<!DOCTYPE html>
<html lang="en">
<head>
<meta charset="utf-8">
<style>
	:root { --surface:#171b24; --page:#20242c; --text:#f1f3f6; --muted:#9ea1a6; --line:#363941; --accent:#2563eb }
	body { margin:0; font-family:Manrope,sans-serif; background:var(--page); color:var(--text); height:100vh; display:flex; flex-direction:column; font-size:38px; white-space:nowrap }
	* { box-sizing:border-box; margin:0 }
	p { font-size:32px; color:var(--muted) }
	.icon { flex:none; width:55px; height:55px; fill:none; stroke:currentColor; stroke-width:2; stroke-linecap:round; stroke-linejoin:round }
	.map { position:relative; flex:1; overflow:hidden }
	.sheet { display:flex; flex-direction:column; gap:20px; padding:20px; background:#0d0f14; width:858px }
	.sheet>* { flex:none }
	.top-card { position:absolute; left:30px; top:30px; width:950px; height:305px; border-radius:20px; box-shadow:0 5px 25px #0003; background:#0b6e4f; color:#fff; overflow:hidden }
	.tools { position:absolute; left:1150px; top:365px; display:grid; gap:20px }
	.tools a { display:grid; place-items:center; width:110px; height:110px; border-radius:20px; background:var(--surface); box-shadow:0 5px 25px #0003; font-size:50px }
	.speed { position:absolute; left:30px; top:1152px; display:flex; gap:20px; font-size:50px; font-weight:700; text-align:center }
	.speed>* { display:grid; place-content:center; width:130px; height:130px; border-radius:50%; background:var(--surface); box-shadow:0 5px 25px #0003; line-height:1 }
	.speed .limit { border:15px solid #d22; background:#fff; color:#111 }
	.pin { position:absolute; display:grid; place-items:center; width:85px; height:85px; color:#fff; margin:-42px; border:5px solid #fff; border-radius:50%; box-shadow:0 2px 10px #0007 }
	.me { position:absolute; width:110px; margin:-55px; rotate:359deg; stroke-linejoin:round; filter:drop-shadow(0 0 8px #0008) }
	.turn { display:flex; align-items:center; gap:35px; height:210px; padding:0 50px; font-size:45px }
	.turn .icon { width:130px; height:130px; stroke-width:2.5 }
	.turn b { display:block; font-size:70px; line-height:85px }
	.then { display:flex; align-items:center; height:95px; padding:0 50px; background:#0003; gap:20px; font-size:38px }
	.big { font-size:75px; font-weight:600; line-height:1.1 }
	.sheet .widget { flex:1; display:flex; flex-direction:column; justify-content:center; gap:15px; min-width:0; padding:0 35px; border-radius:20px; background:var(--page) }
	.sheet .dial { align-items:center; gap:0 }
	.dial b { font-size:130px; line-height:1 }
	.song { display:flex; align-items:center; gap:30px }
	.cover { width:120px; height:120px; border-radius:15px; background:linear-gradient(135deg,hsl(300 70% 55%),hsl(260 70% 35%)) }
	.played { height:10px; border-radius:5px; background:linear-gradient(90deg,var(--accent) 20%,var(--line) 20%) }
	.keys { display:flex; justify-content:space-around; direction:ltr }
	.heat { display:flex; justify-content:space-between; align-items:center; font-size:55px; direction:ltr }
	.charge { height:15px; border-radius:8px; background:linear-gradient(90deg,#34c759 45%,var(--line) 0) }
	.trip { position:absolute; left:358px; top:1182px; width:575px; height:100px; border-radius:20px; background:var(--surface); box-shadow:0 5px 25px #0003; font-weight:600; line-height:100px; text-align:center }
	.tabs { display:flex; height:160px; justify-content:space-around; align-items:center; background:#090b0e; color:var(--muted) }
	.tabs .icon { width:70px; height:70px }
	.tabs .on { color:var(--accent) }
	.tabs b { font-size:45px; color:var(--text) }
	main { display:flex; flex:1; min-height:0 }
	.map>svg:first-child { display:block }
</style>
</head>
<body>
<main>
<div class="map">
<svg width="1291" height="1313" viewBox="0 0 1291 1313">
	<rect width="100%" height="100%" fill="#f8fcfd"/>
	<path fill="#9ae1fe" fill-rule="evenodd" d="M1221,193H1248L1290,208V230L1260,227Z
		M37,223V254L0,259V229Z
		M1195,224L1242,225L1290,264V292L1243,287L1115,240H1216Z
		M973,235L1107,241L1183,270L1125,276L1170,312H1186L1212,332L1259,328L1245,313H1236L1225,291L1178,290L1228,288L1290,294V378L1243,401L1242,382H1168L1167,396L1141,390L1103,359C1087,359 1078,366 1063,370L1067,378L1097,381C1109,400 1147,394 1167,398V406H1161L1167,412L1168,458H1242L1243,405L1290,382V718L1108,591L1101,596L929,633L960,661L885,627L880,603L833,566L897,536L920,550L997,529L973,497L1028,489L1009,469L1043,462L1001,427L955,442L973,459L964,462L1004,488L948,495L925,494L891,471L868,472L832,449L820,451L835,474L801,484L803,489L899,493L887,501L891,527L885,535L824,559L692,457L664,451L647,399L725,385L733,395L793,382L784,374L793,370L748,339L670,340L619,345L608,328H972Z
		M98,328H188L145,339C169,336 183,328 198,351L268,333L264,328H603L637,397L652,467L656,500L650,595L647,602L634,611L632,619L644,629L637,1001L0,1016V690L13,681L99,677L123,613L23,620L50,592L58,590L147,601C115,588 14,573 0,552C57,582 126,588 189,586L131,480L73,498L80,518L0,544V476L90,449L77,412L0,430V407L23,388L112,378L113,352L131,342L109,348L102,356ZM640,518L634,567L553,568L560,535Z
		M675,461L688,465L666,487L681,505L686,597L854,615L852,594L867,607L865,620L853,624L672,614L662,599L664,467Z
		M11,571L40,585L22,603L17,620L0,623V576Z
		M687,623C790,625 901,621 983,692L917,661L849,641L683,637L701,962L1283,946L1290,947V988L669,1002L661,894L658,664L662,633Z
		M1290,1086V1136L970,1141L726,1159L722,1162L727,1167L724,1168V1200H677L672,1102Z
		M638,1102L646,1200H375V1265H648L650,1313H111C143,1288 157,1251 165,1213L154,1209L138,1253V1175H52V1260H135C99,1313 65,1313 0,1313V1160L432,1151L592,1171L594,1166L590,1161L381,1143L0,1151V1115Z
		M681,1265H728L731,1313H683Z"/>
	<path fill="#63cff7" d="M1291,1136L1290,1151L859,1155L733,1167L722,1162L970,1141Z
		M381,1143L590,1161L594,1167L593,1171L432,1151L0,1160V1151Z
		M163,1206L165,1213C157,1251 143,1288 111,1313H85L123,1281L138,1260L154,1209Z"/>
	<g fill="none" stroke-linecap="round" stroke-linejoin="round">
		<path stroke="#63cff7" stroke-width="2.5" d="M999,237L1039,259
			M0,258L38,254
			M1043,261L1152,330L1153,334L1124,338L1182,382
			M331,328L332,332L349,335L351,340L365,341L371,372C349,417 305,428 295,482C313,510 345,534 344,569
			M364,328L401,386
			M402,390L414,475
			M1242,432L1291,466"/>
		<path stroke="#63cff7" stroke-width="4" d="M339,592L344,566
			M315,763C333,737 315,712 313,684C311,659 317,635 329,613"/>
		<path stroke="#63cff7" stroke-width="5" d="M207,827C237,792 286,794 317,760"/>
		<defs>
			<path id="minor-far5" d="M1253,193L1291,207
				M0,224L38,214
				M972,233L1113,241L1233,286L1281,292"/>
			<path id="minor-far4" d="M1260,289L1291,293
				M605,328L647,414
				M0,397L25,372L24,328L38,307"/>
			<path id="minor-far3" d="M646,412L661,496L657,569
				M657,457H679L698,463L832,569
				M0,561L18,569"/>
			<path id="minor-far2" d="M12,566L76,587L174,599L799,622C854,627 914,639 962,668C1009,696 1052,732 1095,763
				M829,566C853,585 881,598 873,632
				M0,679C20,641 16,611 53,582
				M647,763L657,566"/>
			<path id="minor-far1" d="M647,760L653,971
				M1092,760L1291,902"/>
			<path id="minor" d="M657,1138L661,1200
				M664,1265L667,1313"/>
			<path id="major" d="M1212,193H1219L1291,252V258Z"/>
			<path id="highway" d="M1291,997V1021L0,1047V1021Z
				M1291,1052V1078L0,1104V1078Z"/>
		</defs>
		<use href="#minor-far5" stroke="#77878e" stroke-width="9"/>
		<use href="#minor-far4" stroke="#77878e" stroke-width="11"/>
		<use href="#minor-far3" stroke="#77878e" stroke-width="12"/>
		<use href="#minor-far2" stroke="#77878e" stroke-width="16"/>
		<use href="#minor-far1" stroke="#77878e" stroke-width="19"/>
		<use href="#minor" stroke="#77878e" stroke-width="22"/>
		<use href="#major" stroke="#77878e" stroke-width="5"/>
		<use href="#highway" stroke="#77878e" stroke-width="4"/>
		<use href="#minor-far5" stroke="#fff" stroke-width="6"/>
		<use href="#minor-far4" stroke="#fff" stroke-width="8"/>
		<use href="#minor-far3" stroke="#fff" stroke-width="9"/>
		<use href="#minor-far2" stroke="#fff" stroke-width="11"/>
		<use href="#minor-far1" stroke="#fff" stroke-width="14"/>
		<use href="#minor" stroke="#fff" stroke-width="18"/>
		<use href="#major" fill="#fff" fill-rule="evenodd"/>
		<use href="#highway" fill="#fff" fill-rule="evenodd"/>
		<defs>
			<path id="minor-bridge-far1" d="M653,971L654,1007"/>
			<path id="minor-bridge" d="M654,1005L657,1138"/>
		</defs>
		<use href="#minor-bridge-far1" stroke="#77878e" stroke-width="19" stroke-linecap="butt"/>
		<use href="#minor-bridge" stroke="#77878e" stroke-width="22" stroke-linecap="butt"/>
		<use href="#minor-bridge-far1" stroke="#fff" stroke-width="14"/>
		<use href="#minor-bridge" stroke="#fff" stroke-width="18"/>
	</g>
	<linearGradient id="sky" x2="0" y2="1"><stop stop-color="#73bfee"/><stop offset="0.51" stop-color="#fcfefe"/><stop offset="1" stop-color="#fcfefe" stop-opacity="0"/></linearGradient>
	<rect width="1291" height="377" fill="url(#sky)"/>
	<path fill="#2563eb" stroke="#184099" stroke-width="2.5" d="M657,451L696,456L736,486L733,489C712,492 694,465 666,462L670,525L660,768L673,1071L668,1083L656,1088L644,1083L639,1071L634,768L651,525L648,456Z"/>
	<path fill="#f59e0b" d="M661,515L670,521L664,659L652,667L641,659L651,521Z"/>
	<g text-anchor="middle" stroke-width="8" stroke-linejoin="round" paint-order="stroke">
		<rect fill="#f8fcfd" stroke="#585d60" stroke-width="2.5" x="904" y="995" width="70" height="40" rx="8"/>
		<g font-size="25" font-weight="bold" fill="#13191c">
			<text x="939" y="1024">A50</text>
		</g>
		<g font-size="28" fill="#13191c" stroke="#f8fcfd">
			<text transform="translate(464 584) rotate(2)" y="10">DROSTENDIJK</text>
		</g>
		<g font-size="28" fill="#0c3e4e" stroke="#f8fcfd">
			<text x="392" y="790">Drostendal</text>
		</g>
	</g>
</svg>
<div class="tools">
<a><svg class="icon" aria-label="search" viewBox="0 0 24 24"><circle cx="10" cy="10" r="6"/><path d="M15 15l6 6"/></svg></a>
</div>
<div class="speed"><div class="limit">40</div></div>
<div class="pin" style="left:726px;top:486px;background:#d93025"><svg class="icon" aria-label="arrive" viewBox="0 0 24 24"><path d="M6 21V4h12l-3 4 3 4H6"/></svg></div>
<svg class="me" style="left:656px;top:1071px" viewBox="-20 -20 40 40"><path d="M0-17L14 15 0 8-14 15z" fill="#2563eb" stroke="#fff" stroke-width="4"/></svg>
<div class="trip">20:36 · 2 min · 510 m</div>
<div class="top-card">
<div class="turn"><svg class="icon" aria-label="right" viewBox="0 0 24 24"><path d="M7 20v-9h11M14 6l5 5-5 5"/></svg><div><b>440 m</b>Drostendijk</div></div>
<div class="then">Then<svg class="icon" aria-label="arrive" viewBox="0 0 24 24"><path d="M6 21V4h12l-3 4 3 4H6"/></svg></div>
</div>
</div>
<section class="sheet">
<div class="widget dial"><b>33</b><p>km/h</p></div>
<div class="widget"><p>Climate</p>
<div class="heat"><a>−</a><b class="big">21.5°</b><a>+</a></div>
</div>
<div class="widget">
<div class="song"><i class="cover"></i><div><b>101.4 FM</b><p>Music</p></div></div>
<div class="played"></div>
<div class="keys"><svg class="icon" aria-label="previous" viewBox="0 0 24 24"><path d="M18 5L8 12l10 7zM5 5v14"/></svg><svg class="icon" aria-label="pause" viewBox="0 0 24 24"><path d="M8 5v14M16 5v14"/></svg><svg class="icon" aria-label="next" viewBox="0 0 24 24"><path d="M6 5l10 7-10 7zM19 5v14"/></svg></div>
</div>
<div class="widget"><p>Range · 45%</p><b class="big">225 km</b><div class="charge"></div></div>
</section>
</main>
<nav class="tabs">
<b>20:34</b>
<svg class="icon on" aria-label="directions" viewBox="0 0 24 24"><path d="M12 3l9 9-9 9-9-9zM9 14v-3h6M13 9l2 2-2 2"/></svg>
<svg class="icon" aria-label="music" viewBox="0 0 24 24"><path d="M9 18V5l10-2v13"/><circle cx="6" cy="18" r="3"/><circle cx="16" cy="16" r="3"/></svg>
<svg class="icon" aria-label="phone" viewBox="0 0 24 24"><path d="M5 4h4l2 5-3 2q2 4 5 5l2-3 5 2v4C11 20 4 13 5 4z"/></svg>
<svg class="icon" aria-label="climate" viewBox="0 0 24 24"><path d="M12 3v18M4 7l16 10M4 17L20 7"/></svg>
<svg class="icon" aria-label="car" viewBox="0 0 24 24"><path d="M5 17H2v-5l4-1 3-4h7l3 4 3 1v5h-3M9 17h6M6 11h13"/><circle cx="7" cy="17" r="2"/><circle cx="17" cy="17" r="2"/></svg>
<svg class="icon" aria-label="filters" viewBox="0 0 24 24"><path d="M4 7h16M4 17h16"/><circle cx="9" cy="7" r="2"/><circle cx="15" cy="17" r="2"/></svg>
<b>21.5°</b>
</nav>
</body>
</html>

==============================

» Exercise objective
Report each line of the entries where the word "played" occurs.

» Response to the task
	.played { height:10px; border-radius:5px; background:linear-gradient(90deg,var(--accent) 20%,var(--line) 20%) }
<div class="played"></div>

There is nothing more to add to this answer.